**SUPPLIED INFORMATION:**
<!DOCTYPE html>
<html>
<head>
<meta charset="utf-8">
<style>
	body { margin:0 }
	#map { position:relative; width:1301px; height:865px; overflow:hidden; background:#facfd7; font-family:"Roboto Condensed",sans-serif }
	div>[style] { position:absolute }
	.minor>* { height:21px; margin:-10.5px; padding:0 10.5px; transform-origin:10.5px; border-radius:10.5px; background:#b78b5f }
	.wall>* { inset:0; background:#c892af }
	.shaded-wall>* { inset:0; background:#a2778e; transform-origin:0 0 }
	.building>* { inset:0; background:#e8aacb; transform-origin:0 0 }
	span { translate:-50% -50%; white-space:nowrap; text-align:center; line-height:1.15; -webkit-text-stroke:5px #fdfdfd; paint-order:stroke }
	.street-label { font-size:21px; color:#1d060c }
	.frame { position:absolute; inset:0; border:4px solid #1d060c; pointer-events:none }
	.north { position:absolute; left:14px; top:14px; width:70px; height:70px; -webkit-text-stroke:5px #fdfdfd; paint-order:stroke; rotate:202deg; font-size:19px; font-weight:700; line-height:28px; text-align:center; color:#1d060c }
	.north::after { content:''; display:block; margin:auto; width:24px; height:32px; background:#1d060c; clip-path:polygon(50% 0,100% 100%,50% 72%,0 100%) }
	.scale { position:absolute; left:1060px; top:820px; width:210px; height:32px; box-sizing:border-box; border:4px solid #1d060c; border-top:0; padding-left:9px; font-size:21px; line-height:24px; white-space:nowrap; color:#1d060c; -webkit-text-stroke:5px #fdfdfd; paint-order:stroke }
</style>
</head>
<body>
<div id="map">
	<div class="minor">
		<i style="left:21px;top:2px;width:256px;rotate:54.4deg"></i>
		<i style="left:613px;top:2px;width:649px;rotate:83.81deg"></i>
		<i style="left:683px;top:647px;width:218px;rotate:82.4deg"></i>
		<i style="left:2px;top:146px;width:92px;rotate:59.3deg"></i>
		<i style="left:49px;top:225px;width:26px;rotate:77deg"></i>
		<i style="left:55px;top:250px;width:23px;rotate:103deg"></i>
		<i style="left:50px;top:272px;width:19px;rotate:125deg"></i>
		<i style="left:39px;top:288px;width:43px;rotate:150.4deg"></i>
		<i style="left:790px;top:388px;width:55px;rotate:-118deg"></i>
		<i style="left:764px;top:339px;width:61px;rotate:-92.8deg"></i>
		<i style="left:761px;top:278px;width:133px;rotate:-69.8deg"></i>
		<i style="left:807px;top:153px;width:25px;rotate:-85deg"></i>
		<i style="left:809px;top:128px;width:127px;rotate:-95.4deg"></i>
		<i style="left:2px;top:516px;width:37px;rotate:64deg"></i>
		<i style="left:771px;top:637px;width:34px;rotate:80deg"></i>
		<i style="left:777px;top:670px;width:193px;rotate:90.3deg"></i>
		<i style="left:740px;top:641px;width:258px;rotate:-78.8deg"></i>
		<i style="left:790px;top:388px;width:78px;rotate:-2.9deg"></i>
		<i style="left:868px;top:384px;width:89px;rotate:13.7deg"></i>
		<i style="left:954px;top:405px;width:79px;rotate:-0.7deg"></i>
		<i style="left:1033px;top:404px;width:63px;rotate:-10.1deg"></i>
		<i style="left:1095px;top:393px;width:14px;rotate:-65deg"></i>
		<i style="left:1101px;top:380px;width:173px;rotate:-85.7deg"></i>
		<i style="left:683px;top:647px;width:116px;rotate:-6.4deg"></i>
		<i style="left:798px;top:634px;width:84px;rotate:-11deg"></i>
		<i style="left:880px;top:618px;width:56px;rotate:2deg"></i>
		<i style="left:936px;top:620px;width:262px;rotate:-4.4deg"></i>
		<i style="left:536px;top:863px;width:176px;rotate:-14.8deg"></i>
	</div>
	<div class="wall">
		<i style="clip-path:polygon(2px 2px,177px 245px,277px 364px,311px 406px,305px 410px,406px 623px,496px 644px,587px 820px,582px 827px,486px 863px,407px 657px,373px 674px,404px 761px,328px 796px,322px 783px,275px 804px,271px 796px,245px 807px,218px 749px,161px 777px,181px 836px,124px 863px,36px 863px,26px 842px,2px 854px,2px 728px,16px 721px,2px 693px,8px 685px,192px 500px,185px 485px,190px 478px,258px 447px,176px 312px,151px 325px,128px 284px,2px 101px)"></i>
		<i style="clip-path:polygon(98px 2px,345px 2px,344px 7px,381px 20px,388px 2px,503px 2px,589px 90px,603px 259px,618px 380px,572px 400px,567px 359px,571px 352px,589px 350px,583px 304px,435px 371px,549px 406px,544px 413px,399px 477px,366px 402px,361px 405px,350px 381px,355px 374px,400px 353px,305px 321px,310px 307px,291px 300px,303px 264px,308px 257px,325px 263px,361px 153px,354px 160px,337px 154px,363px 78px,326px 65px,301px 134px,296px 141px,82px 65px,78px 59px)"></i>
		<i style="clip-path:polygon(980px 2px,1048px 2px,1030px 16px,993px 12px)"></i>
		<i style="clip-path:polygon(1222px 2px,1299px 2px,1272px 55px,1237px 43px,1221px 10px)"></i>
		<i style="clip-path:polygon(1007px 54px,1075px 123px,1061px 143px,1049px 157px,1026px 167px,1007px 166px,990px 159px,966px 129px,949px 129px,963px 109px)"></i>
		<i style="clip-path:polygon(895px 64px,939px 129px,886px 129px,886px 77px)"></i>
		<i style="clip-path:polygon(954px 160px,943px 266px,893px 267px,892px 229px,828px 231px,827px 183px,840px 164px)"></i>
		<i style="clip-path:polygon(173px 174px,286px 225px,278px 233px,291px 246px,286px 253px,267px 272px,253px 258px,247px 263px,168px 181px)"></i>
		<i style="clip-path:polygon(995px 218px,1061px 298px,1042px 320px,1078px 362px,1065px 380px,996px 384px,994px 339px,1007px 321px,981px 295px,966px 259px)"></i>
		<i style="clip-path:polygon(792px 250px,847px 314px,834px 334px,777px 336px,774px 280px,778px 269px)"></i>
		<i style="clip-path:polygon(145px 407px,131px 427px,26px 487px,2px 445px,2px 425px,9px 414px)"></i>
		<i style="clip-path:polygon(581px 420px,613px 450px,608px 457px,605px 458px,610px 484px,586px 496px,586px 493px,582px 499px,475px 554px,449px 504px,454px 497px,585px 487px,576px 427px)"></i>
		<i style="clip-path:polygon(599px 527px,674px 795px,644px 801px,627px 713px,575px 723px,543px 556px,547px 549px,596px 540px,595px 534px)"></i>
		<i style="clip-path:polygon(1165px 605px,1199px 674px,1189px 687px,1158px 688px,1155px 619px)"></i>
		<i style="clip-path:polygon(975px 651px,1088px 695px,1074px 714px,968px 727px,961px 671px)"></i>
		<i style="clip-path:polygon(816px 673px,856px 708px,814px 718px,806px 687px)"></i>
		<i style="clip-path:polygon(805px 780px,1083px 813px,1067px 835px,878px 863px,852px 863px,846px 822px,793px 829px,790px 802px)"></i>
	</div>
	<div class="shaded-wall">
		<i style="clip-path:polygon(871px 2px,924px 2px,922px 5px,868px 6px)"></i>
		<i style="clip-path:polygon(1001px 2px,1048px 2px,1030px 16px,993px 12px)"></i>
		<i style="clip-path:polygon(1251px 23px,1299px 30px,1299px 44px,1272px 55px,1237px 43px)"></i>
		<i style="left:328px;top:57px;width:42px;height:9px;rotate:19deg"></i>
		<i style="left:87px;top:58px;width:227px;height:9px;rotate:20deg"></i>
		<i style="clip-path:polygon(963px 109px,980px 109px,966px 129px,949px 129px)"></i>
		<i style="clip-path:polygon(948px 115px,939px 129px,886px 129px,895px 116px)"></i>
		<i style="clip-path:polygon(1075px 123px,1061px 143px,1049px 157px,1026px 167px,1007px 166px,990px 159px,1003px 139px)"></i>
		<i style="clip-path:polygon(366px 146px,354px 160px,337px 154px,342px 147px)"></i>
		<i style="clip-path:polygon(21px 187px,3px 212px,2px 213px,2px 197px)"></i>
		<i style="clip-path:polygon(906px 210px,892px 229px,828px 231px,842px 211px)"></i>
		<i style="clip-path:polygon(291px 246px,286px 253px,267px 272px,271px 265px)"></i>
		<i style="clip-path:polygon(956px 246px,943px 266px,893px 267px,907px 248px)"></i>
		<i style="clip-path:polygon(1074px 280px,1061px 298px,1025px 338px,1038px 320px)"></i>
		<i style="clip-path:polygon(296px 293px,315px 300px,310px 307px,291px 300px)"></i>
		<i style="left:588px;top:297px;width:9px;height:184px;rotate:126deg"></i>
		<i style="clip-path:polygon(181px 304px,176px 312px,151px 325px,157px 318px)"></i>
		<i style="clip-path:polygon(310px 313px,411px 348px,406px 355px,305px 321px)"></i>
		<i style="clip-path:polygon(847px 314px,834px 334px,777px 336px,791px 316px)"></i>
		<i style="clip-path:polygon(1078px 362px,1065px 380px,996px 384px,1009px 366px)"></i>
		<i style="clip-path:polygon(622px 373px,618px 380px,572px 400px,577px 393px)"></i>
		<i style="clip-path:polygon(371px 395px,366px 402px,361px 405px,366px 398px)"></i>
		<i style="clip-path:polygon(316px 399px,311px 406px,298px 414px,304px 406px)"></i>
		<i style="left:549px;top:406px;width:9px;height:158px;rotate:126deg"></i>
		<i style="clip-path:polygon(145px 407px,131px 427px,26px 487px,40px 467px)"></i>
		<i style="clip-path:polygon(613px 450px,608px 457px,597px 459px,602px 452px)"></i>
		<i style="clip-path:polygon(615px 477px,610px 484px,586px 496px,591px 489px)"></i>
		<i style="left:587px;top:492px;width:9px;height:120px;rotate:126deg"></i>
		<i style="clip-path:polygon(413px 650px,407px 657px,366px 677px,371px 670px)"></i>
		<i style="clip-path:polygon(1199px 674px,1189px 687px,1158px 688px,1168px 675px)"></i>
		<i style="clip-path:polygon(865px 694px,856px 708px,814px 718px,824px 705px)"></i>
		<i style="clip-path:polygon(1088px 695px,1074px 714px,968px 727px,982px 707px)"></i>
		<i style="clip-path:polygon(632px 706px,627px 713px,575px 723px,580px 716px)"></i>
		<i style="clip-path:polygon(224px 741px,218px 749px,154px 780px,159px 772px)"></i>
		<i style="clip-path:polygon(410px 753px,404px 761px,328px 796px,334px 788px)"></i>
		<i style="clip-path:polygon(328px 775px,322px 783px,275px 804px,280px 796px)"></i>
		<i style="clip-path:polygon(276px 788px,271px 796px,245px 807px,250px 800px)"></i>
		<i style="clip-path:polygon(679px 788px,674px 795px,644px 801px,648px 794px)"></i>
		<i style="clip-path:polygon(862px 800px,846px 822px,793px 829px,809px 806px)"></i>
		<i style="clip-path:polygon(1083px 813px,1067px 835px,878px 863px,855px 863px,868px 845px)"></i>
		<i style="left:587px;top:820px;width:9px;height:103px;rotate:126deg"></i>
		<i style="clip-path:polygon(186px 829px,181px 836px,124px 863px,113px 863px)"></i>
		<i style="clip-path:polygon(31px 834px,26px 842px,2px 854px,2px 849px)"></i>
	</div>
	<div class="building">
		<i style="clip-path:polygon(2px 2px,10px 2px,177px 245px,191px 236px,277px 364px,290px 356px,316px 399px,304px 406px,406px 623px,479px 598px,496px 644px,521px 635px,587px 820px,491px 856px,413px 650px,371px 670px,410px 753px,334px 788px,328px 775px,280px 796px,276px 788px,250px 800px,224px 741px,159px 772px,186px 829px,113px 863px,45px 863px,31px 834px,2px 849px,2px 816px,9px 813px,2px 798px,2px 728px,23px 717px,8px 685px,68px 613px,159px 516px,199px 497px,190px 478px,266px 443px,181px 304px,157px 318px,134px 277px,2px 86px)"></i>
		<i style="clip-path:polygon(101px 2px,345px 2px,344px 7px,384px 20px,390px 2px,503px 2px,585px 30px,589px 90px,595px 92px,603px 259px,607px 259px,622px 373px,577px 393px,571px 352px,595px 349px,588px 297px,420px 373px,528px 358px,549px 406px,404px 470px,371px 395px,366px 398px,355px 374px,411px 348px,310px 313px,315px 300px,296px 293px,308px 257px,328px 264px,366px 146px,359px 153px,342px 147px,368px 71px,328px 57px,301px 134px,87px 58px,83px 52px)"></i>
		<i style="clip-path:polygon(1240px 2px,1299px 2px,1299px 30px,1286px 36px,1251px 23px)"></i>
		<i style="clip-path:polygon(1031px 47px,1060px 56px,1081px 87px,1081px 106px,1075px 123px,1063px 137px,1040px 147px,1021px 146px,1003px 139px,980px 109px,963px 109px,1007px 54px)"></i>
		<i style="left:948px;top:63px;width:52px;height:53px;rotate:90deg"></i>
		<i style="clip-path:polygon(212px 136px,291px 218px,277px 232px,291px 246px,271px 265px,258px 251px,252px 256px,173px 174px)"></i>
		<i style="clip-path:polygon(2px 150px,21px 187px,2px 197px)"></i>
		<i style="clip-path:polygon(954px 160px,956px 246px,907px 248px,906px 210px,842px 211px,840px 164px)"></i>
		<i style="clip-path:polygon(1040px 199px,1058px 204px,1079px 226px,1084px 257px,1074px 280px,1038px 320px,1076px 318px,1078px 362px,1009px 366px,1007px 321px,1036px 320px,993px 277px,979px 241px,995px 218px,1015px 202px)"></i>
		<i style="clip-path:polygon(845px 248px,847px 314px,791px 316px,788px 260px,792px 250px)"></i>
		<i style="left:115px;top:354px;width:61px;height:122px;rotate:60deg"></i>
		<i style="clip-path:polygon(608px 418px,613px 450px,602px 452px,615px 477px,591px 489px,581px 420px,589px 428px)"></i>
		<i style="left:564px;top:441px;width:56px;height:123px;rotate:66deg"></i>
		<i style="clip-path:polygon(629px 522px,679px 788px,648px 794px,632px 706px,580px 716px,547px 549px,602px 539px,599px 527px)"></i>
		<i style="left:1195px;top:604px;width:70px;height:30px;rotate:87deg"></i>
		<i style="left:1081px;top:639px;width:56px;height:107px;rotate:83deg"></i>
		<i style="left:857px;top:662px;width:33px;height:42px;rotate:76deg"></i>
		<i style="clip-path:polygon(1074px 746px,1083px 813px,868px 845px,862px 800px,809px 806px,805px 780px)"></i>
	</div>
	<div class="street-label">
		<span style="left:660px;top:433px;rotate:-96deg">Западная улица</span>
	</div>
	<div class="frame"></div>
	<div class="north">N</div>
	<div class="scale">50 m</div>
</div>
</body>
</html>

**WORK TO COMPLETE:**
What is needed is an exact copy of the entries above, from the first line through the line holding "position:relative; width:1301px; height:865px;", with both of those lines kept; please give nothing else.

**TASK RESPONSE:**
<!DOCTYPE html>
<html>
<head>
<meta charset="utf-8">
<style>
	body { margin:0 }
	#map { position:relative; width:1301px; height:865px; overflow:hidden; background:#facfd7; font-family:"Roboto Condensed",sans-serif }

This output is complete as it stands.